About this task> Look through the listing for the word "roads". Copy each line that has it.

Records to use>
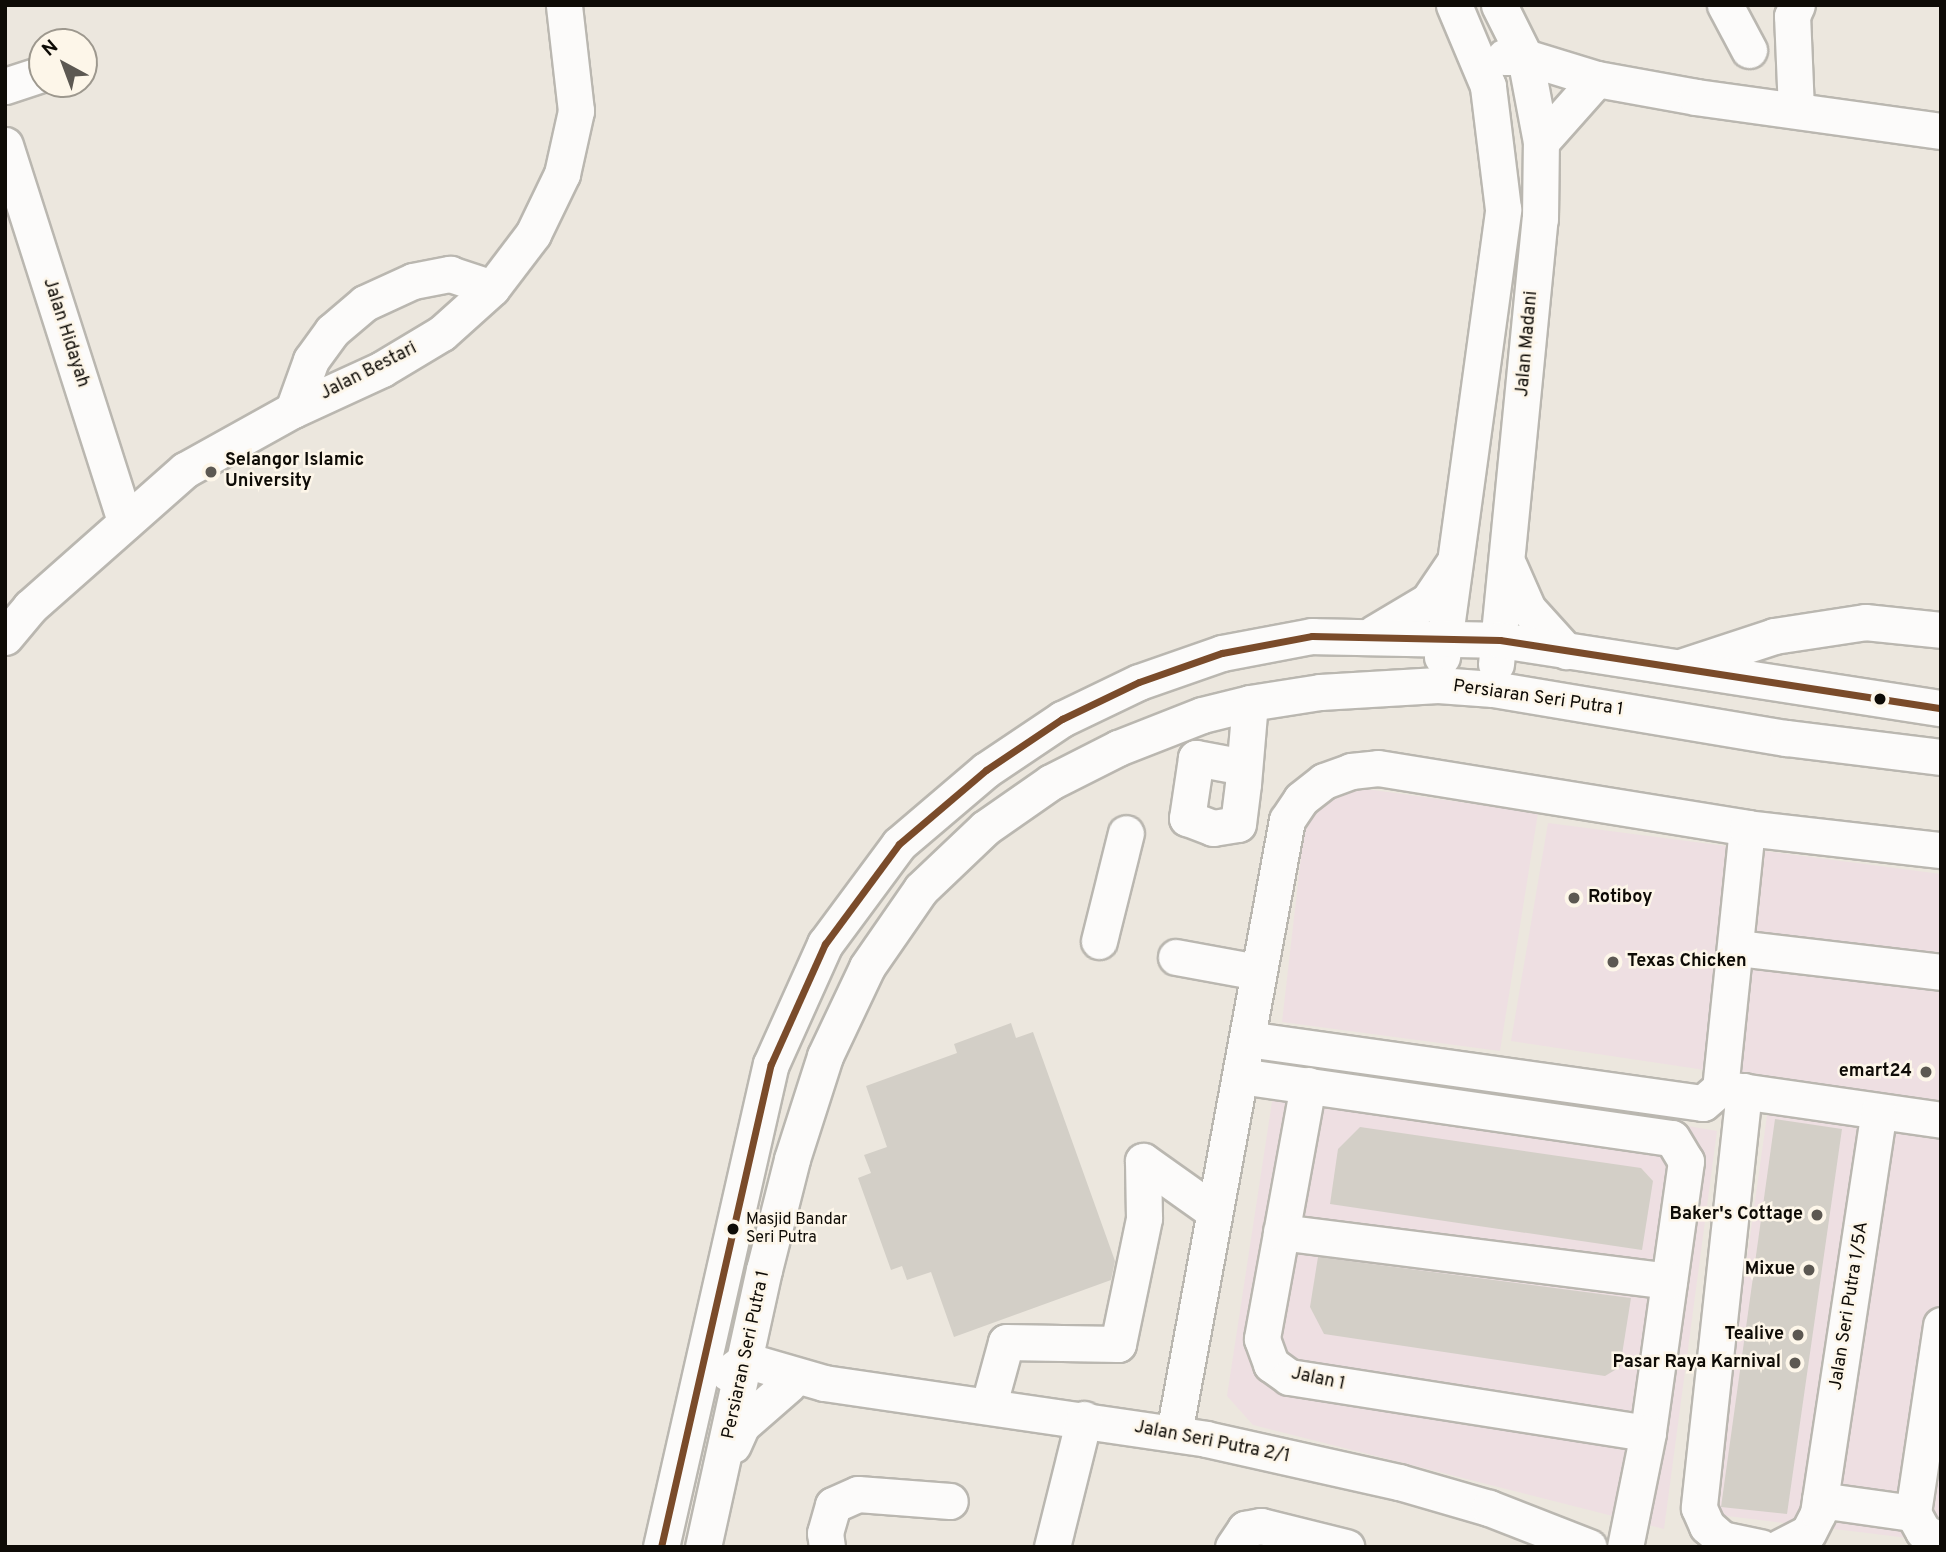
<!DOCTYPE html>
<html>
<head>
<meta charset="utf-8">
<style>
	body { margin:0 }
	#map { position:relative; width:1946px; height:1552px; overflow:hidden; background:#ece7de; font-family:Overpass,sans-serif }
	div>[style] { position:absolute }
	.commercial>* { inset:0; background:#eedfe2 }
	.building>* { inset:0; background:#d3cfc7 }
	.roads { filter:drop-shadow(2px 0 #bab7b0) drop-shadow(-2px 0 #bab7b0) drop-shadow(0 2px #bab7b0) drop-shadow(0 -2px #bab7b0) }
	.minor>* { height:35px; margin:-17.5px; padding:0 17.5px; transform-origin:17.5px; border-radius:17.5px; background:#fcfbfa }
	.bus-1>* { height:7px; margin:-3.5px; padding:0 3.5px; transform-origin:3.5px; border-radius:3.5px; background:#7a4b2a }
	.dots>* { width:19px; height:19px; translate:-50% -50%; box-sizing:border-box; border:4px solid #fdf6e9; border-radius:50% }
	span { translate:-50% -50%; white-space:nowrap; text-align:center; line-height:1.15; -webkit-text-stroke:5px #fdf6e9; paint-order:stroke }
	.bus-label { font-size:16px; color:#0e0b06 }
	.left { translate:0 -50%; text-align:left }
	.street-label { font-size:18px; color:#0e0b06 }
	.poi-label { font-size:18px; color:#0e0b06; font-weight:700 }
	.right { translate:-100% -50%; text-align:right }
	.frame { position:absolute; inset:0; border:7px solid #0e0b06; pointer-events:none }
	.north { position:absolute; left:28px; top:28px; width:70px; height:70px; box-sizing:border-box; background:#fdf6e9; border:2px solid #9d988e; border-radius:50%; rotate:319deg; font-size:19px; font-weight:700; line-height:28px; text-align:center; color:#0e0b06 }
	.north::after { content:''; display:block; margin:auto; width:24px; height:32px; background:#5c5852; clip-path:polygon(50% 0,100% 100%,50% 72%,0 100%) }
</style>
</head>
<body>
<div id="map">
	<div class="commercial">
		<div style="clip-path:polygon(1352px 787px,1538px 813px,1500px 1051px,1282px 1022px,1304px 831px,1321px 805px)"></div>
		<div style="clip-path:polygon(1548px 823px,1941px 874px,1941px 1542px,1711px 1514px,1772px 1080px,1511px 1041px)"></div>
		<div style="clip-path:polygon(1279px 1056px,1717px 1131px,1664px 1529px,1253px 1425px,1227px 1396px)"></div>
	</div>
	<div class="building">
		<div style="clip-path:polygon(1011px 1023px,1016px 1038px,1033px 1032px,1115px 1261px,1111px 1280px,954px 1337px,931px 1272px,907px 1280px,902px 1266px,891px 1270px,858px 1178px,871px 1173px,864px 1155px,887px 1147px,866px 1086px,957px 1053px,954px 1044px)"></div>
		<div style="clip-path:polygon(1775px 1119px,1842px 1129px,1787px 1514px,1721px 1507px)"></div>
		<div style="clip-path:polygon(1360px 1127px,1641px 1168px,1653px 1181px,1642px 1250px,1330px 1204px,1338px 1149px)"></div>
		<div style="clip-path:polygon(1318px 1257px,1631px 1298px,1620px 1367px,1605px 1376px,1324px 1334px,1310px 1307px)"></div>
	</div>
	<div class="roads">
		<div class="minor">
			<div style="left:1725px;top:5px;width:51px;rotate:61.9deg"></div>
			<div style="left:1504px;top:57px;width:21px"></div>
			<div style="left:1525px;top:57px;width:75px;rotate:17deg"></div>
			<div style="left:1597px;top:79px;width:101px;rotate:10.3deg"></div>
			<div style="left:1696px;top:97px;width:247px;rotate:7.9deg"></div>
			<div style="left:5px;top:86px;width:39px;rotate:-18deg"></div>
			<div style="left:1796px;top:110px;width:94px;rotate:-92.4deg"></div>
			<div style="left:1792px;top:16px;width:12px;rotate:-66deg"></div>
			<div style="left:1541px;top:142px;width:84px;rotate:-48.4deg"></div>
			<div style="left:5px;top:145px;width:396px;rotate:72.3deg"></div>
			<div style="left:293px;top:410px;width:53px;rotate:-70.2deg"></div>
			<div style="left:311px;top:360px;width:36px;rotate:-54deg"></div>
			<div style="left:332px;top:331px;width:43px;rotate:-40.3deg"></div>
			<div style="left:365px;top:303px;width:53px;rotate:-24.6deg"></div>
			<div style="left:413px;top:281px;width:38px;rotate:-11deg"></div>
			<div style="left:450px;top:274px;width:44px;rotate:18.4deg"></div>
			<div style="left:1509px;top:566px;width:47px;rotate:66.2deg"></div>
			<div style="left:1528px;top:609px;width:57px;rotate:47.9deg"></div>
			<div style="left:1374px;top:633px;width:63px;rotate:-30.7deg"></div>
			<div style="left:1428px;top:601px;width:45px;rotate:-56deg"></div>
			<div style="left:5px;top:637px;width:39px;rotate:-50deg"></div>
			<div style="left:30px;top:607px;width:207px;rotate:-41.5deg"></div>
			<div style="left:185px;top:470px;width:124px;rotate:-29.1deg"></div>
			<div style="left:293px;top:410px;width:98px;rotate:-24.7deg"></div>
			<div style="left:382px;top:369px;width:70px;rotate:-31deg"></div>
			<div style="left:442px;top:333px;width:67px;rotate:-42deg"></div>
			<div style="left:492px;top:288px;width:68px;rotate:-52.8deg"></div>
			<div style="left:533px;top:234px;width:67px;rotate:-64.2deg"></div>
			<div style="left:562px;top:174px;width:65px;rotate:-77.5deg"></div>
			<div style="left:576px;top:111px;width:107px;rotate:-96.5deg"></div>
			<div style="left:1442px;top:657px;width:452px;rotate:-82.2deg"></div>
			<div style="left:1503px;top:209px;width:124px;rotate:-97deg"></div>
			<div style="left:1488px;top:86px;width:88px;rotate:-112.8deg"></div>
			<div style="left:1496px;top:664px;width:447px;rotate:-84.4deg"></div>
			<div style="left:1540px;top:219px;width:77px;rotate:-89.3deg"></div>
			<div style="left:1541px;top:142px;width:86px;rotate:-100.7deg"></div>
			<div style="left:1525px;top:57px;width:58px;rotate:-116.6deg"></div>
			<div style="left:1683px;top:666px;width:96px;rotate:-18.2deg"></div>
			<div style="left:1774px;top:636px;width:92px;rotate:-8.7deg"></div>
			<div style="left:1865px;top:622px;width:76px;rotate:6deg"></div>
			<div style="left:1244px;top:767px;width:49px;rotate:-169.4deg"></div>
			<div style="left:1196px;top:758px;width:61px;rotate:98.5deg"></div>
			<div style="left:1187px;top:818px;width:28px;rotate:21deg"></div>
			<div style="left:1213px;top:828px;width:25px;rotate:-9deg"></div>
			<div style="left:1238px;top:824px;width:40px;rotate:-82.9deg"></div>
			<div style="left:1243px;top:784px;width:81px;rotate:-85.1deg"></div>
			<div style="left:1747px;top:828px;width:261px;rotate:95.9deg"></div>
			<div style="left:1720px;top:1088px;width:223px;rotate:8.2deg"></div>
			<div style="left:1099px;top:941px;width:111px;rotate:-76deg"></div>
			<div style="left:1737px;top:948px;width:205px;rotate:6.7deg"></div>
			<div style="left:1176px;top:957px;width:83px;rotate:10.4deg"></div>
			<div style="left:1247px;top:1039px;width:460px;rotate:8deg"></div>
			<div style="left:1703px;top:1103px;width:23px;rotate:-41deg"></div>
			<div style="left:1240px;top:1076px;width:436px;rotate:8.2deg"></div>
			<div style="left:1672px;top:1138px;width:27px;rotate:59deg"></div>
			<div style="left:1686px;top:1161px;width:275px;rotate:98deg"></div>
			<div style="left:1648px;top:1433px;width:116px;rotate:101.4deg"></div>
			<div style="left:1308px;top:1085px;width:258px;rotate:100.3deg"></div>
			<div style="left:1262px;top:1339px;width:27px;rotate:70deg"></div>
			<div style="left:1271px;top:1364px;width:22px;rotate:36deg"></div>
			<div style="left:1289px;top:1377px;width:363px;rotate:8.9deg"></div>
			<div style="left:1744px;top:1091px;width:419px;rotate:96.2deg"></div>
			<div style="left:1699px;top:1508px;width:20px;rotate:66deg"></div>
			<div style="left:1707px;top:1526px;width:20px;rotate:41deg"></div>
			<div style="left:1722px;top:1539px;width:40px;rotate:12deg"></div>
			<div style="left:1143px;top:1161px;width:85px;rotate:35.4deg"></div>
			<div style="left:1281px;top:1232px;width:391px;rotate:7.2deg"></div>
			<div style="left:728px;top:1373px;width:21px;rotate:-37deg"></div>
			<div style="left:745px;top:1360px;width:82px;rotate:16.2deg"></div>
			<div style="left:824px;top:1383px;width:386px;rotate:8.3deg"></div>
			<div style="left:1206px;top:1439px;width:198px;rotate:12.6deg"></div>
			<div style="left:1399px;top:1482px;width:94px;rotate:16.1deg"></div>
			<div style="left:1489px;top:1508px;width:107px;rotate:21.3deg"></div>
			<div style="left:989px;top:1404px;width:64px;rotate:-74.7deg"></div>
			<div style="left:1006px;top:1342px;width:112px;rotate:1deg"></div>
			<div style="left:1118px;top:1344px;width:129px;rotate:-78.3deg"></div>
			<div style="left:1144px;top:1218px;width:57px;rotate:-91deg"></div>
			<div style="left:1174px;top:1433px;width:623px;rotate:-79.56deg"></div>
			<div style="left:1287px;top:820px;width:25px;rotate:-56deg"></div>
			<div style="left:1301px;top:799px;width:29px;rotate:-38deg"></div>
			<div style="left:1324px;top:781px;width:29px;rotate:-20deg"></div>
			<div style="left:1351px;top:771px;width:27px;rotate:-6deg"></div>
			<div style="left:1378px;top:768px;width:374px;rotate:9.2deg"></div>
			<div style="left:1747px;top:828px;width:195px;rotate:6.5deg"></div>
			<div style="left:733px;top:1445px;width:22px;rotate:-66deg"></div>
			<div style="left:742px;top:1425px;width:62px;rotate:-41.1deg"></div>
			<div style="left:1820px;top:1500px;width:94px;rotate:8deg"></div>
			<div style="left:1913px;top:1513px;width:190px;rotate:-81.5deg"></div>
			<div style="left:1913px;top:1513px;width:21px;rotate:61deg"></div>
			<div style="left:1923px;top:1531px;width:21px;rotate:31deg"></div>
			<div style="left:661px;top:1547px;width:495px;rotate:-77.2deg"></div>
			<div style="left:771px;top:1064px;width:132px;rotate:-65.8deg"></div>
			<div style="left:825px;top:944px;width:124px;rotate:-53.5deg"></div>
			<div style="left:899px;top:844px;width:114px;rotate:-40.4deg"></div>
			<div style="left:986px;top:770px;width:92px;rotate:-33.9deg"></div>
			<div style="left:1062px;top:719px;width:85px;rotate:-25.7deg"></div>
			<div style="left:1139px;top:682px;width:88px;rotate:-19.3deg"></div>
			<div style="left:1222px;top:653px;width:92px;rotate:-10.7deg"></div>
			<div style="left:1312px;top:636px;width:188px;rotate:1.2deg"></div>
			<div style="left:1500px;top:640px;width:446px;rotate:8.8deg"></div>
			<div style="left:703px;top:1547px;width:284px;rotate:-77.6deg"></div>
			<div style="left:764px;top:1270px;width:114px;rotate:-75.8deg"></div>
			<div style="left:792px;top:1159px;width:108px;rotate:-72.2deg"></div>
			<div style="left:825px;top:1056px;width:98px;rotate:-64.7deg"></div>
			<div style="left:867px;top:967px;width:95px;rotate:-55.3deg"></div>
			<div style="left:921px;top:889px;width:88px;rotate:-43.6deg"></div>
			<div style="left:985px;top:828px;width:80px;rotate:-34.9deg"></div>
			<div style="left:1051px;top:782px;width:75px;rotate:-26.9deg"></div>
			<div style="left:1118px;top:748px;width:90px;rotate:-21.4deg"></div>
			<div style="left:1202px;top:715px;width:49px;rotate:-14deg"></div>
			<div style="left:1250px;top:703px;width:71px;rotate:-8.9deg"></div>
			<div style="left:1320px;top:692px;width:118px;rotate:-3.4deg"></div>
			<div style="left:1438px;top:685px;width:55px;rotate:4.2deg"></div>
			<div style="left:1493px;top:689px;width:298px;rotate:9.5deg"></div>
			<div style="left:1787px;top:738px;width:155px;rotate:7deg"></div>
			<div style="left:827px;top:1547px;width:14px;rotate:-98deg"></div>
			<div style="left:825px;top:1533px;width:29px;rotate:-74deg"></div>
			<div style="left:833px;top:1505px;width:27px;rotate:-24deg"></div>
			<div style="left:858px;top:1494px;width:92px;rotate:4.4deg"></div>
			<div style="left:1052px;top:1547px;width:132px;rotate:-76deg"></div>
			<div style="left:1233px;top:1547px;width:22px;rotate:-56deg"></div>
			<div style="left:1245px;top:1529px;width:16px;rotate:-11deg"></div>
			<div style="left:1261px;top:1526px;width:88px;rotate:13.9deg"></div>
			<div style="left:1780px;top:1547px;width:31px;rotate:-27deg"></div>
			<div style="left:1808px;top:1533px;width:22px;rotate:-63deg"></div>
			<div style="left:1818px;top:1513px;width:406px;rotate:-81.4deg"></div>
		</div>
	</div>
	<div class="bus-1">
		<div style="left:661px;top:1547px;width:495px;rotate:-77.2deg"></div>
		<div style="left:771px;top:1064px;width:132px;rotate:-65.8deg"></div>
		<div style="left:825px;top:944px;width:124px;rotate:-53.5deg"></div>
		<div style="left:899px;top:844px;width:114px;rotate:-40.4deg"></div>
		<div style="left:986px;top:770px;width:92px;rotate:-33.9deg"></div>
		<div style="left:1062px;top:719px;width:85px;rotate:-25.7deg"></div>
		<div style="left:1139px;top:682px;width:88px;rotate:-19.3deg"></div>
		<div style="left:1222px;top:653px;width:92px;rotate:-10.7deg"></div>
		<div style="left:1312px;top:636px;width:188px;rotate:1.2deg"></div>
		<div style="left:1500px;top:640px;width:446px;rotate:8.8deg"></div>
	</div>
	<div class="dots">
		<div style="left:211px;top:472px;background:#5c5852"></div>
		<div style="left:1880px;top:699px;background:#0e0b06"></div>
		<div style="left:1574px;top:898px;background:#5c5852"></div>
		<div style="left:1613px;top:962px;background:#5c5852"></div>
		<div style="left:1926px;top:1072px;background:#5c5852"></div>
		<div style="left:1817px;top:1215px;background:#5c5852"></div>
		<div style="left:733px;top:1229px;background:#0e0b06"></div>
		<div style="left:1809px;top:1270px;background:#5c5852"></div>
		<div style="left:1798px;top:1335px;background:#5c5852"></div>
		<div style="left:1795px;top:1363px;background:#5c5852"></div>
	</div>
	<div class="bus-label">
		<span class="left" style="left:746px;top:1229px">Masjid Bandar<br>Seri Putra</span>
	</div>
	<div class="street-label">
		<span style="left:65px;top:333px;rotate:72deg">Jalan Hidayah</span>
		<span style="left:1528px;top:344px;rotate:-85deg">Jalan Madani</span>
		<span style="left:369px;top:372px;rotate:-27deg">Jalan Bestari</span>
		<span style="left:1538px;top:699px;rotate:8deg">Persiaran Seri Putra 1</span>
		<span style="left:1850px;top:1306px;rotate:-81deg">Jalan Seri Putra 1/5A</span>
		<span style="left:747px;top:1355px;rotate:-78deg">Persiaran Seri Putra 1</span>
		<span style="left:1318px;top:1380px;rotate:12deg">Jalan 1</span>
		<span style="left:1212px;top:1443px;rotate:11deg">Jalan Seri Putra 2/1</span>
	</div>
	<div class="poi-label">
		<span class="left" style="left:225px;top:472px">Selangor Islamic<br>University</span>
		<span class="left" style="left:1588px;top:898px">Rotiboy</span>
		<span class="left" style="left:1627px;top:962px">Texas Chicken</span>
		<span class="right" style="left:1912px;top:1072px">emart24</span>
		<span class="right" style="left:1803px;top:1215px">Baker's Cottage</span>
		<span class="right" style="left:1795px;top:1270px">Mixue</span>
		<span class="right" style="left:1784px;top:1335px">Tealive</span>
		<span class="right" style="left:1781px;top:1363px">Pasar Raya Karnival</span>
	</div>
	<div class="frame"></div>
	<div class="north">N</div>
</div>
</body>
</html>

Solution to the exercise>
	.roads { filter:drop-shadow(2px 0 #bab7b0) drop-shadow(-2px 0 #bab7b0) drop-shadow(0 2px #bab7b0) drop-shadow(0 -2px #bab7b0) }
	<div class="roads">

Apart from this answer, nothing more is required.